# Label printers.



## Wingnut (Jan 31, 2010)

Tls 2200


----------



## miller_elex (Jan 25, 2008)

Brady id-expert


----------



## miller_elex (Jan 25, 2008)

Wingnut said:


> Tls 2200


Couldn't find that one on a search...


----------



## Wingnut (Jan 31, 2010)

miller_elex said:


> Couldn't find that one on a search...


 

http://www.bing.com/search?q=tls+2200&src=IE-SearchBox&FORM=IE8SRC


----------



## idontknow (Jul 18, 2009)

PT 1280

It's cheap but still works for everything we throw at it.


----------



## oldtimer (Jun 10, 2010)

idontknow said:


> PT 1280
> 
> It's cheap but still works for everything we throw at it.


 Brother P Touch.


----------



## BCSparkyGirl (Aug 20, 2009)

I like the brother P touch as well.


----------



## TOOL_5150 (Aug 27, 2007)

dymo rhino pro

~Matt


----------



## gbear (Aug 9, 2010)

I build a lot of control cabinets, and I have been using a Kroy 5100. I like the yellow with black lettering heat shrink tubing on wiring.

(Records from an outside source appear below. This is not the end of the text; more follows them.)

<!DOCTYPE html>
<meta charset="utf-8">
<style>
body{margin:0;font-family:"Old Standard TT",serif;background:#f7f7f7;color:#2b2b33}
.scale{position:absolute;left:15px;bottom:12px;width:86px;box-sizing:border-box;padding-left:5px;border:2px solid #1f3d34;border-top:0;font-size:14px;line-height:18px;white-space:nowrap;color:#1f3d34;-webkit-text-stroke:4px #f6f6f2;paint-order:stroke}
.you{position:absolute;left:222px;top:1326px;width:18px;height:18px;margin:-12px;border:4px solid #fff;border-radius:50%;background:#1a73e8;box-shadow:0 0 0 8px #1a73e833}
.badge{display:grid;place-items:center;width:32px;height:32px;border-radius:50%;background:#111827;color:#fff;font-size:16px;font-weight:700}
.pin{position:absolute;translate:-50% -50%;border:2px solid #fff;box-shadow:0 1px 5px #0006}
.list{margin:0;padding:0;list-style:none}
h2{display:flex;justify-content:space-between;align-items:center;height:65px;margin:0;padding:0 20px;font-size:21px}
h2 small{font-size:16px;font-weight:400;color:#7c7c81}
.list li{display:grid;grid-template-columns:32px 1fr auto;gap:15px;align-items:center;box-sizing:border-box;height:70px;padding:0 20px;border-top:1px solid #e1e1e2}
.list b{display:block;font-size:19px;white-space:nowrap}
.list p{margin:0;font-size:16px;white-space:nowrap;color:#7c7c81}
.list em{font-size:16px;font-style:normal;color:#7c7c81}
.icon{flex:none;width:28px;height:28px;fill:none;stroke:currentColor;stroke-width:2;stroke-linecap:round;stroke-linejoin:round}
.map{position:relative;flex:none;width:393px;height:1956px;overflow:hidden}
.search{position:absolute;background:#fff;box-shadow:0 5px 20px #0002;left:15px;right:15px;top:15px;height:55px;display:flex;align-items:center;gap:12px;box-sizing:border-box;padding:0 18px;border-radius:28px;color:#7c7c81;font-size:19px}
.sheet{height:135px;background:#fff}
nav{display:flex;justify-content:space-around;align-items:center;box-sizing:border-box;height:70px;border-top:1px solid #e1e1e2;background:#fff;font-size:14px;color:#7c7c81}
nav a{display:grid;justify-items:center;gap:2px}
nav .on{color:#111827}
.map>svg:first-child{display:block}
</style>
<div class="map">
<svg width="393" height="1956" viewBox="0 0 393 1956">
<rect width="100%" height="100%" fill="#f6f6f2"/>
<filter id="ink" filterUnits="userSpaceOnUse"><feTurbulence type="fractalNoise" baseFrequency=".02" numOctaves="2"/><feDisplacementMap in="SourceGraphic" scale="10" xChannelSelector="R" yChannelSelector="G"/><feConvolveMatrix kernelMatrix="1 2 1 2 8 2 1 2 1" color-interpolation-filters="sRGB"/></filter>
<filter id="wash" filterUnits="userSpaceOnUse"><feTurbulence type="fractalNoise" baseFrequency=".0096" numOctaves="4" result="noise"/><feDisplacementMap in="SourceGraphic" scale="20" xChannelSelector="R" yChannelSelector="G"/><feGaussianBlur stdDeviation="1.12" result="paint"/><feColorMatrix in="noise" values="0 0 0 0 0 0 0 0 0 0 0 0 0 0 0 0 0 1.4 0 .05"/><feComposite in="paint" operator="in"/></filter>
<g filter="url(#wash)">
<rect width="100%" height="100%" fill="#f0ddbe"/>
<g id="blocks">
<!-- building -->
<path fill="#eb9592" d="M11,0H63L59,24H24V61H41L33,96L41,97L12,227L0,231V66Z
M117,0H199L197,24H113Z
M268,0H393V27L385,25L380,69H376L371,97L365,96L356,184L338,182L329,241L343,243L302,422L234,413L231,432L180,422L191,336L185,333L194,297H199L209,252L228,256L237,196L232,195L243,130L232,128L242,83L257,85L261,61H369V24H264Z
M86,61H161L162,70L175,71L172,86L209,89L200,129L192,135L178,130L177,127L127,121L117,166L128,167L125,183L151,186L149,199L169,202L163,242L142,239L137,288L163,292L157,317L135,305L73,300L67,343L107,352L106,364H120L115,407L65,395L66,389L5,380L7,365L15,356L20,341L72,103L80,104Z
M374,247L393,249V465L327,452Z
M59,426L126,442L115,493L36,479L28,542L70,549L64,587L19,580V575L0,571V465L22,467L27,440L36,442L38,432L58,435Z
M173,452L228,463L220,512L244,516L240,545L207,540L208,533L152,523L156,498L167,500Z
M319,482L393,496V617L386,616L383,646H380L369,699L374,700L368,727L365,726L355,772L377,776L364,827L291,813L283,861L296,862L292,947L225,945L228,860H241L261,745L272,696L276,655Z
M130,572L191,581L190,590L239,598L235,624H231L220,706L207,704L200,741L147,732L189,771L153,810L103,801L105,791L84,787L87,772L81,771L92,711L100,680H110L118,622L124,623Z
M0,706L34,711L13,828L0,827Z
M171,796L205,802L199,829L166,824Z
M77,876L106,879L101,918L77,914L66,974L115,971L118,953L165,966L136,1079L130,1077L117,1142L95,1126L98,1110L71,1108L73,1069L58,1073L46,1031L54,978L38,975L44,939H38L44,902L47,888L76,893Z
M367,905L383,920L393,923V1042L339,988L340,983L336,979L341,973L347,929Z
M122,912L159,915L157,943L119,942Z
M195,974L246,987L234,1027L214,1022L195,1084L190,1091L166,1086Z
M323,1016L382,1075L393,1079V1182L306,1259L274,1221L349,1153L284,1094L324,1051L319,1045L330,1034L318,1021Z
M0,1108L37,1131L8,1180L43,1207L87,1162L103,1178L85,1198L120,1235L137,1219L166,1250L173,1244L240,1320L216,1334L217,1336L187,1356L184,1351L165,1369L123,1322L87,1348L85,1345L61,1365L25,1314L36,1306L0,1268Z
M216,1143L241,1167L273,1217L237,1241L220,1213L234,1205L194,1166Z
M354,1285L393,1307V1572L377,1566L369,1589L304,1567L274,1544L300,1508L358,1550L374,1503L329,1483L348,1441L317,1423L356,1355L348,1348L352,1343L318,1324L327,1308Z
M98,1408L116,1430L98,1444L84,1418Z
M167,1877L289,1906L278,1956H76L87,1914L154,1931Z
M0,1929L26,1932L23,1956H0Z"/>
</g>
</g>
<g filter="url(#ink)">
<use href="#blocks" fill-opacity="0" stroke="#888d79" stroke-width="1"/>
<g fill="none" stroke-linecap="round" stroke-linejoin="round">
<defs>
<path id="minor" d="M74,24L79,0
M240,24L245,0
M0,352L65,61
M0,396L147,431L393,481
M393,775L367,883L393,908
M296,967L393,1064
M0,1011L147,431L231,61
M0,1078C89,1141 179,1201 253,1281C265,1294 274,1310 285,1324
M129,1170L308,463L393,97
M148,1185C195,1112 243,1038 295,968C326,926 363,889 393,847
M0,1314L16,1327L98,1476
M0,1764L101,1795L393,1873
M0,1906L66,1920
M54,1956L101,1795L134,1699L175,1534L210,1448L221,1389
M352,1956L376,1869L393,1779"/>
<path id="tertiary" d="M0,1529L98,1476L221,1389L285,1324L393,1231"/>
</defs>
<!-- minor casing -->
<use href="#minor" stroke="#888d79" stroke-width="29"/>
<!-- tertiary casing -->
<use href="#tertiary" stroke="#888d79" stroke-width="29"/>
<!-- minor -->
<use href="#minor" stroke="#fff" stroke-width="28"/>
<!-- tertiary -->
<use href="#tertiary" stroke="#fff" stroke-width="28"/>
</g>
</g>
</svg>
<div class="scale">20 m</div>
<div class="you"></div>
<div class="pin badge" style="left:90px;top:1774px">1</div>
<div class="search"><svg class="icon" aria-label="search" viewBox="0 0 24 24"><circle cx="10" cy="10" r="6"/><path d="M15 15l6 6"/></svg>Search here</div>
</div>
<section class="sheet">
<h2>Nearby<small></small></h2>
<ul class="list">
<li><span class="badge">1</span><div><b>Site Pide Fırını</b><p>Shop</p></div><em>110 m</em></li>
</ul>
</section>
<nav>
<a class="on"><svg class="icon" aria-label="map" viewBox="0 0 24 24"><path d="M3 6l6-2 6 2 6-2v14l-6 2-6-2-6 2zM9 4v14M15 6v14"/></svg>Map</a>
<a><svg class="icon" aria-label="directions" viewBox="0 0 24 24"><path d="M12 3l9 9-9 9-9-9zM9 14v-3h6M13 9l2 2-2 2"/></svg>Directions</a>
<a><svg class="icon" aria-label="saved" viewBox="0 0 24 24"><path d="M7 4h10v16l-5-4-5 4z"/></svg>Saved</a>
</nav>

The yellow makes it easy to read.

Jim


----------



## Wingnut (Jan 31, 2010)

I am all over the factory putting on labels, so I use the self adhesive type. The heat gun would slow me down 
I have to go is some places that dragging a cord for a heat gut would not be feasible.:no:


----------



## BCSparkyGirl (Aug 20, 2009)

Wingnut said:


> I am all over the factory putting on labels, so I use the self adhesive type. The heat gun would slow me down
> I have to go is some places that dragging a cord for a heat gut would not be feasible.:no:


Like the Panduit ones? I just found a book of those in my garage....totally forgot about them since I left the boatyard......Those Panduit ones are fantastic! Put up with a lot of abuse....even around sea water!


----------



## gbear (Aug 9, 2010)

The Kroy 5100 also does wrap-around type labels as well as other styles.
it has batteries and is real portable. but it just depends on what you are using it for and the type of labels you need, I also use the P-touch by Brother for some of my other label applications

Jim


----------



## amptech (Sep 21, 2007)

I had a Brady ID Pal for years and liked it until it took a dump on me a couple of years ago and the supply house that sold it to me no longer handled Brady. They switched to Panduit and were having a promotion where they would give you a $150.00 credit towards a Panduit Cougar if you traded in an old printer. I traded the broken Brady in. The Cougar is a good label printer but it is larger than the Brady. It does everything you'd want a label printer to do and there are several options for label cartridges as far as material, width and color.


----------